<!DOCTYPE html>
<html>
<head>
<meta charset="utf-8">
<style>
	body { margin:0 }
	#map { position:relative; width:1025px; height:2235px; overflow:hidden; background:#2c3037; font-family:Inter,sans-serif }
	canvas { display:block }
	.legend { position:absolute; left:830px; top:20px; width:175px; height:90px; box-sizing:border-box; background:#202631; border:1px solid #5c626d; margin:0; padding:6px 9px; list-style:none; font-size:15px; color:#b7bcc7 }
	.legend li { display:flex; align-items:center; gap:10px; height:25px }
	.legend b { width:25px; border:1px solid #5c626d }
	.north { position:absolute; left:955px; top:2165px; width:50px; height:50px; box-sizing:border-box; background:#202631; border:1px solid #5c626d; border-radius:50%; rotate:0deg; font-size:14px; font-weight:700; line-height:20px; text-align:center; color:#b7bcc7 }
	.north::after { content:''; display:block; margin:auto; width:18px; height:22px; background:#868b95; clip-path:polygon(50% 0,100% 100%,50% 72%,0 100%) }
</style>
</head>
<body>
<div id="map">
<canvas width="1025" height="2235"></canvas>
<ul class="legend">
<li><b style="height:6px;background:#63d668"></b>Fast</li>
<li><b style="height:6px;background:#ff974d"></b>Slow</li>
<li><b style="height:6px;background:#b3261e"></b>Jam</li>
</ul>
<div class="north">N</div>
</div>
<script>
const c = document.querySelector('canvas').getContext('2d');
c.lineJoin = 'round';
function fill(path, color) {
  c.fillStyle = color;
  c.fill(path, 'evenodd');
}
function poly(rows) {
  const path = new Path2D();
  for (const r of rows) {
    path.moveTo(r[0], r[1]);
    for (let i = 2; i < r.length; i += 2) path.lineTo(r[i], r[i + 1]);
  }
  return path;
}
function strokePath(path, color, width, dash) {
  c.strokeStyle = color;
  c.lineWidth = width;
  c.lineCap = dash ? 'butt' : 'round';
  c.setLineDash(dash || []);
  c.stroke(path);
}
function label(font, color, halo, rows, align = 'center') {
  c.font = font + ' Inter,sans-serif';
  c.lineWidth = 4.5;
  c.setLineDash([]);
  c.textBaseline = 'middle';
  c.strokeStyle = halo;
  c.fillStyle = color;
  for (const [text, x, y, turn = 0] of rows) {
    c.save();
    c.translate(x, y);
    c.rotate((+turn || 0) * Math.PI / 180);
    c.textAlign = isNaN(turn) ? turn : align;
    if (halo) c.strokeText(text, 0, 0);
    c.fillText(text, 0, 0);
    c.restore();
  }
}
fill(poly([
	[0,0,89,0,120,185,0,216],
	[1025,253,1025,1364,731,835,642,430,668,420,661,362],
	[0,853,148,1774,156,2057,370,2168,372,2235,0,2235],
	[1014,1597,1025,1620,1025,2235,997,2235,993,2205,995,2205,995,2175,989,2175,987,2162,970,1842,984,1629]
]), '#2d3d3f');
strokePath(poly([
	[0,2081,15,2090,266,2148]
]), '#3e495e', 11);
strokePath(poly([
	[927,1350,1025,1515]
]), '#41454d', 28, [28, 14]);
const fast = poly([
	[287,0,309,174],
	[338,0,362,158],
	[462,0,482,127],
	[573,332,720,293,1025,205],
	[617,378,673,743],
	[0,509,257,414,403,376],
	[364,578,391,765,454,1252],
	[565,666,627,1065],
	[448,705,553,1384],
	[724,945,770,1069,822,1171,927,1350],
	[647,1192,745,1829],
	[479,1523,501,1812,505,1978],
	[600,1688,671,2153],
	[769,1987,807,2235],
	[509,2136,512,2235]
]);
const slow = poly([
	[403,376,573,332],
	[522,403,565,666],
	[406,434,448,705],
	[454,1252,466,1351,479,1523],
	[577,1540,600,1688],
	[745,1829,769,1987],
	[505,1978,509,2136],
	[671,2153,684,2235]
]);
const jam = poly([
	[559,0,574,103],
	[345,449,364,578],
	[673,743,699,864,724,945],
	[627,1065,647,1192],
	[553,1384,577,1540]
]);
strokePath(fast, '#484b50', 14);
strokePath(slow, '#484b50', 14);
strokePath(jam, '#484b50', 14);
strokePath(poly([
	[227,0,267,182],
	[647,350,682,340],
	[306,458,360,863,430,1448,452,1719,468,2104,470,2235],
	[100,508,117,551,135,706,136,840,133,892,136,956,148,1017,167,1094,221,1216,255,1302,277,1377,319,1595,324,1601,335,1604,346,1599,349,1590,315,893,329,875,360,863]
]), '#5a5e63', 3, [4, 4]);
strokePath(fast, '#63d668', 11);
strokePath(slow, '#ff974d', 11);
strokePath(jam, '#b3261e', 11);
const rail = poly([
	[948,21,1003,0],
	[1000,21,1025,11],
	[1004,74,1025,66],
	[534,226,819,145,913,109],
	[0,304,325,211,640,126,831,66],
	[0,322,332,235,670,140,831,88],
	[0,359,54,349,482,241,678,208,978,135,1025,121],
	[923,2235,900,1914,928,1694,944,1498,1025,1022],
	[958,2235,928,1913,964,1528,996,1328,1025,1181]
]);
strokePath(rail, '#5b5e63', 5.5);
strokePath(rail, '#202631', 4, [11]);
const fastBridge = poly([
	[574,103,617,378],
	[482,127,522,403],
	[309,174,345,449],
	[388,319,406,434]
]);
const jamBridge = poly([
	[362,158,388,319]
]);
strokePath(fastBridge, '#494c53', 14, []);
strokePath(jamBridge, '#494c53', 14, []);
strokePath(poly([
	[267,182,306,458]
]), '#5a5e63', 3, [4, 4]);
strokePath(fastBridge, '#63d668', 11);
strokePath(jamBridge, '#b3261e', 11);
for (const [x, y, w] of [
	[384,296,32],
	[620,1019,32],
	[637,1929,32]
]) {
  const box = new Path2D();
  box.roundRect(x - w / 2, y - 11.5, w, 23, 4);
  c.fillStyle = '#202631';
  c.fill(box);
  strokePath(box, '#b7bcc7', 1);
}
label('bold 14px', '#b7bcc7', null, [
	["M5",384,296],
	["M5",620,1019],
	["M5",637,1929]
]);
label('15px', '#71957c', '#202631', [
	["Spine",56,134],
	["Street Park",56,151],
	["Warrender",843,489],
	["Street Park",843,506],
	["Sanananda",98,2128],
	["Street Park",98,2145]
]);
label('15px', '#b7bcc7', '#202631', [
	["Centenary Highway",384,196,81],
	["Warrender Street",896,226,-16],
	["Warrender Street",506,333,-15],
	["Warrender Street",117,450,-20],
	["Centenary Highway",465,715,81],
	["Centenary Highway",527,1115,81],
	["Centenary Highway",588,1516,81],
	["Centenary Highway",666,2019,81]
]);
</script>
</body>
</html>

= Work instructions =
Show every line of the listing that includes the word "Highway".

= Response =
	["Centenary Highway",384,196,81],
	["Centenary Highway",465,715,81],
	["Centenary Highway",527,1115,81],
	["Centenary Highway",588,1516,81],
	["Centenary Highway",666,2019,81]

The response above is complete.